BEGIN Information given

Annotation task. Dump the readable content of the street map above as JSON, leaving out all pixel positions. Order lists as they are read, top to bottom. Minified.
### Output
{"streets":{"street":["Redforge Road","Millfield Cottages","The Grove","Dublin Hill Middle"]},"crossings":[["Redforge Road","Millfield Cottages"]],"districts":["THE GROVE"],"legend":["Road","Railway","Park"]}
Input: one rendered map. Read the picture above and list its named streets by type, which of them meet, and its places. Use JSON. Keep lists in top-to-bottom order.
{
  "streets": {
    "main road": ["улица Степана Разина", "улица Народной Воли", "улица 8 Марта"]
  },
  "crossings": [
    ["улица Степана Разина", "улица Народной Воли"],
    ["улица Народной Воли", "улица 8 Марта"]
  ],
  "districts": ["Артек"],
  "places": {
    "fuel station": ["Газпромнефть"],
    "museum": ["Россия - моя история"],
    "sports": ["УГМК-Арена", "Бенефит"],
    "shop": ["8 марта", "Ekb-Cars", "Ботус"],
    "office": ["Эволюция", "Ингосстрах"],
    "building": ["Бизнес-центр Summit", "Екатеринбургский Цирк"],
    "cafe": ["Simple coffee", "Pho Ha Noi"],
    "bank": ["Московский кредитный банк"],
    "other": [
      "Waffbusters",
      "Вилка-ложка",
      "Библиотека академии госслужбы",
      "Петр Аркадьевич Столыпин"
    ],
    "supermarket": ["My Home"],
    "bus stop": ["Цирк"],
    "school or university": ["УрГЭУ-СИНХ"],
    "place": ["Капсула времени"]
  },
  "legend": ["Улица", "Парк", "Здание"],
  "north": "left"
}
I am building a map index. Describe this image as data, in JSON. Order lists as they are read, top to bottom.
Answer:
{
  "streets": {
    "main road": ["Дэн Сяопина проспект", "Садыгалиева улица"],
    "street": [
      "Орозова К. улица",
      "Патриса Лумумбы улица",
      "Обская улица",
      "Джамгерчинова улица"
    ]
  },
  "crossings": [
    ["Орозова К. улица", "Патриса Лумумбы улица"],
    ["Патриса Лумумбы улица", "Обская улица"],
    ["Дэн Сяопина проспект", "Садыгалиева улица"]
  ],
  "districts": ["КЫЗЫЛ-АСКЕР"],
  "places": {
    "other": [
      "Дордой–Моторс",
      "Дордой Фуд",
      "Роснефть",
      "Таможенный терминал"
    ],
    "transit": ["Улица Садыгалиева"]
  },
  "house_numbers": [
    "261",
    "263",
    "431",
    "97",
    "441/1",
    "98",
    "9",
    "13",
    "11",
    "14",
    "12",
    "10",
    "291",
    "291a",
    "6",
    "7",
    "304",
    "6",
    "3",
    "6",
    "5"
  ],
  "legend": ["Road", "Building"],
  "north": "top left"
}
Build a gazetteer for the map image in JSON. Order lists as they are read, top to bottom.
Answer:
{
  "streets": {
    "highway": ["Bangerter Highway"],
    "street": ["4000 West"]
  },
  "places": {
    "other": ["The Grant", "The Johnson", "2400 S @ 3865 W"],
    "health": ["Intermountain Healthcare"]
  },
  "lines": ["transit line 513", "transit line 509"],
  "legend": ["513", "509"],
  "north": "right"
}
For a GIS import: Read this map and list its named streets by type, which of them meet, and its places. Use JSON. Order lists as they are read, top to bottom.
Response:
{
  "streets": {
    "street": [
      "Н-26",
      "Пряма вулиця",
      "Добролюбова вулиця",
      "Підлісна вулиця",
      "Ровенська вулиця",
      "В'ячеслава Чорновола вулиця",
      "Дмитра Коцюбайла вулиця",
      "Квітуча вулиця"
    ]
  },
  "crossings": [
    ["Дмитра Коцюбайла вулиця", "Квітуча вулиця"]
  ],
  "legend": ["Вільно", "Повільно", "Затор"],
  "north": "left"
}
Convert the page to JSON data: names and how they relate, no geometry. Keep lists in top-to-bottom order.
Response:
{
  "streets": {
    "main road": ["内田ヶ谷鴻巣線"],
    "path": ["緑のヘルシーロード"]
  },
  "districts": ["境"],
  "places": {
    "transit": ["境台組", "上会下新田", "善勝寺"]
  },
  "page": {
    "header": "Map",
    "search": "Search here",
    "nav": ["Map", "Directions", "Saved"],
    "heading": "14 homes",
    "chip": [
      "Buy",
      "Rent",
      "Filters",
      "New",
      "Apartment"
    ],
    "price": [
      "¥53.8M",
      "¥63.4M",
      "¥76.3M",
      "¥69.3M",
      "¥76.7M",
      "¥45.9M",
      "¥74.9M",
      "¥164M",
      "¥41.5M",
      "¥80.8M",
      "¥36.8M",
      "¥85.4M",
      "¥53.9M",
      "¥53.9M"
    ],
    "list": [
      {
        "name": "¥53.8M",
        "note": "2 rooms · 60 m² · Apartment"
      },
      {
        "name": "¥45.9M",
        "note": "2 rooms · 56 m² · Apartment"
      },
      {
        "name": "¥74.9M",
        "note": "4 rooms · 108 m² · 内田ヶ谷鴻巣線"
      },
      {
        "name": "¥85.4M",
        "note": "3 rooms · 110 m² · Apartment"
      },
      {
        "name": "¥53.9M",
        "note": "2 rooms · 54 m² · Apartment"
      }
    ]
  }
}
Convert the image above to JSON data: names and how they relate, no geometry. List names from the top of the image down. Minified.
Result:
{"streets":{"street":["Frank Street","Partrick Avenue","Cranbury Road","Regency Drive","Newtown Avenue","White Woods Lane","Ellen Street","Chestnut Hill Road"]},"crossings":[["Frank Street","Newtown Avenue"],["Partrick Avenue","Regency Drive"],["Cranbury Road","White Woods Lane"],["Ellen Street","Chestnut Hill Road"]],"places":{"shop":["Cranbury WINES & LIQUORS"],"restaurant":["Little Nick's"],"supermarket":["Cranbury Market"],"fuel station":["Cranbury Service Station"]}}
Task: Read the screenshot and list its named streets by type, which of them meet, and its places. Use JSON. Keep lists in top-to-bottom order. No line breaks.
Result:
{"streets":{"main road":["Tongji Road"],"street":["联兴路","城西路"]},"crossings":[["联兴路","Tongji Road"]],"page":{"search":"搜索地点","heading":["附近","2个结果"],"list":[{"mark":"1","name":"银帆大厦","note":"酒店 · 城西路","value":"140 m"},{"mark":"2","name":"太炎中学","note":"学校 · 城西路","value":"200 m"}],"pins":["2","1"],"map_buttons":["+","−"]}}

END Information given

▸ Work item:
Repeat the data in full. Nothing may be dropped or altered.

▸ Solution to this exercise:
Annotation task. Dump the readable content of the street map above as JSON, leaving out all pixel positions. Order lists as they are read, top to bottom. Minified.
### Output
{"streets":{"street":["Redforge Road","Millfield Cottages","The Grove","Dublin Hill Middle"]},"crossings":[["Redforge Road","Millfield Cottages"]],"districts":["THE GROVE"],"legend":["Road","Railway","Park"]}
Input: one rendered map. Read the picture above and list its named streets by type, which of them meet, and its places. Use JSON. Keep lists in top-to-bottom order.
{
  "streets": {
    "main road": ["улица Степана Разина", "улица Народной Воли", "улица 8 Марта"]
  },
  "crossings": [
    ["улица Степана Разина", "улица Народной Воли"],
    ["улица Народной Воли", "улица 8 Марта"]
  ],
  "districts": ["Артек"],
  "places": {
    "fuel station": ["Газпромнефть"],
    "museum": ["Россия - моя история"],
    "sports": ["УГМК-Арена", "Бенефит"],
    "shop": ["8 марта", "Ekb-Cars", "Ботус"],
    "office": ["Эволюция", "Ингосстрах"],
    "building": ["Бизнес-центр Summit", "Екатеринбургский Цирк"],
    "cafe": ["Simple coffee", "Pho Ha Noi"],
    "bank": ["Московский кредитный банк"],
    "other": [
      "Waffbusters",
      "Вилка-ложка",
      "Библиотека академии госслужбы",
      "Петр Аркадьевич Столыпин"
    ],
    "supermarket": ["My Home"],
    "bus stop": ["Цирк"],
    "school or university": ["УрГЭУ-СИНХ"],
    "place": ["Капсула времени"]
  },
  "legend": ["Улица", "Парк", "Здание"],
  "north": "left"
}
I am building a map index. Describe this image as data, in JSON. Order lists as they are read, top to bottom.
Answer:
{
  "streets": {
    "main road": ["Дэн Сяопина проспект", "Садыгалиева улица"],
    "street": [
      "Орозова К. улица",
      "Патриса Лумумбы улица",
      "Обская улица",
      "Джамгерчинова улица"
    ]
  },
  "crossings": [
    ["Орозова К. улица", "Патриса Лумумбы улица"],
    ["Патриса Лумумбы улица", "Обская улица"],
    ["Дэн Сяопина проспект", "Садыгалиева улица"]
  ],
  "districts": ["КЫЗЫЛ-АСКЕР"],
  "places": {
    "other": [
      "Дордой–Моторс",
      "Дордой Фуд",
      "Роснефть",
      "Таможенный терминал"
    ],
    "transit": ["Улица Садыгалиева"]
  },
  "house_numbers": [
    "261",
    "263",
    "431",
    "97",
    "441/1",
    "98",
    "9",
    "13",
    "11",
    "14",
    "12",
    "10",
    "291",
    "291a",
    "6",
    "7",
    "304",
    "6",
    "3",
    "6",
    "5"
  ],
  "legend": ["Road", "Building"],
  "north": "top left"
}
Build a gazetteer for the map image in JSON. Order lists as they are read, top to bottom.
Answer:
{
  "streets": {
    "highway": ["Bangerter Highway"],
    "street": ["4000 West"]
  },
  "places": {
    "other": ["The Grant", "The Johnson", "2400 S @ 3865 W"],
    "health": ["Intermountain Healthcare"]
  },
  "lines": ["transit line 513", "transit line 509"],
  "legend": ["513", "509"],
  "north": "right"
}
For a GIS import: Read this map and list its named streets by type, which of them meet, and its places. Use JSON. Order lists as they are read, top to bottom.
Response:
{
  "streets": {
    "street": [
      "Н-26",
      "Пряма вулиця",
      "Добролюбова вулиця",
      "Підлісна вулиця",
      "Ровенська вулиця",
      "В'ячеслава Чорновола вулиця",
      "Дмитра Коцюбайла вулиця",
      "Квітуча вулиця"
    ]
  },
  "crossings": [
    ["Дмитра Коцюбайла вулиця", "Квітуча вулиця"]
  ],
  "legend": ["Вільно", "Повільно", "Затор"],
  "north": "left"
}
Convert the page to JSON data: names and how they relate, no geometry. Keep lists in top-to-bottom order.
Response:
{
  "streets": {
    "main road": ["内田ヶ谷鴻巣線"],
    "path": ["緑のヘルシーロード"]
  },
  "districts": ["境"],
  "places": {
    "transit": ["境台組", "上会下新田", "善勝寺"]
  },
  "page": {
    "header": "Map",
    "search": "Search here",
    "nav": ["Map", "Directions", "Saved"],
    "heading": "14 homes",
    "chip": [
      "Buy",
      "Rent",
      "Filters",
      "New",
      "Apartment"
    ],
    "price": [
      "¥53.8M",
      "¥63.4M",
      "¥76.3M",
      "¥69.3M",
      "¥76.7M",
      "¥45.9M",
      "¥74.9M",
      "¥164M",
      "¥41.5M",
      "¥80.8M",
      "¥36.8M",
      "¥85.4M",
      "¥53.9M",
      "¥53.9M"
    ],
    "list": [
      {
        "name": "¥53.8M",
        "note": "2 rooms · 60 m² · Apartment"
      },
      {
        "name": "¥45.9M",
        "note": "2 rooms · 56 m² · Apartment"
      },
      {
        "name": "¥74.9M",
        "note": "4 rooms · 108 m² · 内田ヶ谷鴻巣線"
      },
      {
        "name": "¥85.4M",
        "note": "3 rooms · 110 m² · Apartment"
      },
      {
        "name": "¥53.9M",
        "note": "2 rooms · 54 m² · Apartment"
      }
    ]
  }
}
Convert the image above to JSON data: names and how they relate, no geometry. List names from the top of the image down. Minified.
Result:
{"streets":{"street":["Frank Street","Partrick Avenue","Cranbury Road","Regency Drive","Newtown Avenue","White Woods Lane","Ellen Street","Chestnut Hill Road"]},"crossings":[["Frank Street","Newtown Avenue"],["Partrick Avenue","Regency Drive"],["Cranbury Road","White Woods Lane"],["Ellen Street","Chestnut Hill Road"]],"places":{"shop":["Cranbury WINES & LIQUORS"],"restaurant":["Little Nick's"],"supermarket":["Cranbury Market"],"fuel station":["Cranbury Service Station"]}}
Task: Read the screenshot and list its named streets by type, which of them meet, and its places. Use JSON. Keep lists in top-to-bottom order. No line breaks.
Result:
{"streets":{"main road":["Tongji Road"],"street":["联兴路","城西路"]},"crossings":[["联兴路","Tongji Road"]],"page":{"search":"搜索地点","heading":["附近","2个结果"],"list":[{"mark":"1","name":"银帆大厦","note":"酒店 · 城西路","value":"140 m"},{"mark":"2","name":"太炎中学","note":"学校 · 城西路","value":"200 m"}],"pins":["2","1"],"map_buttons":["+","−"]}}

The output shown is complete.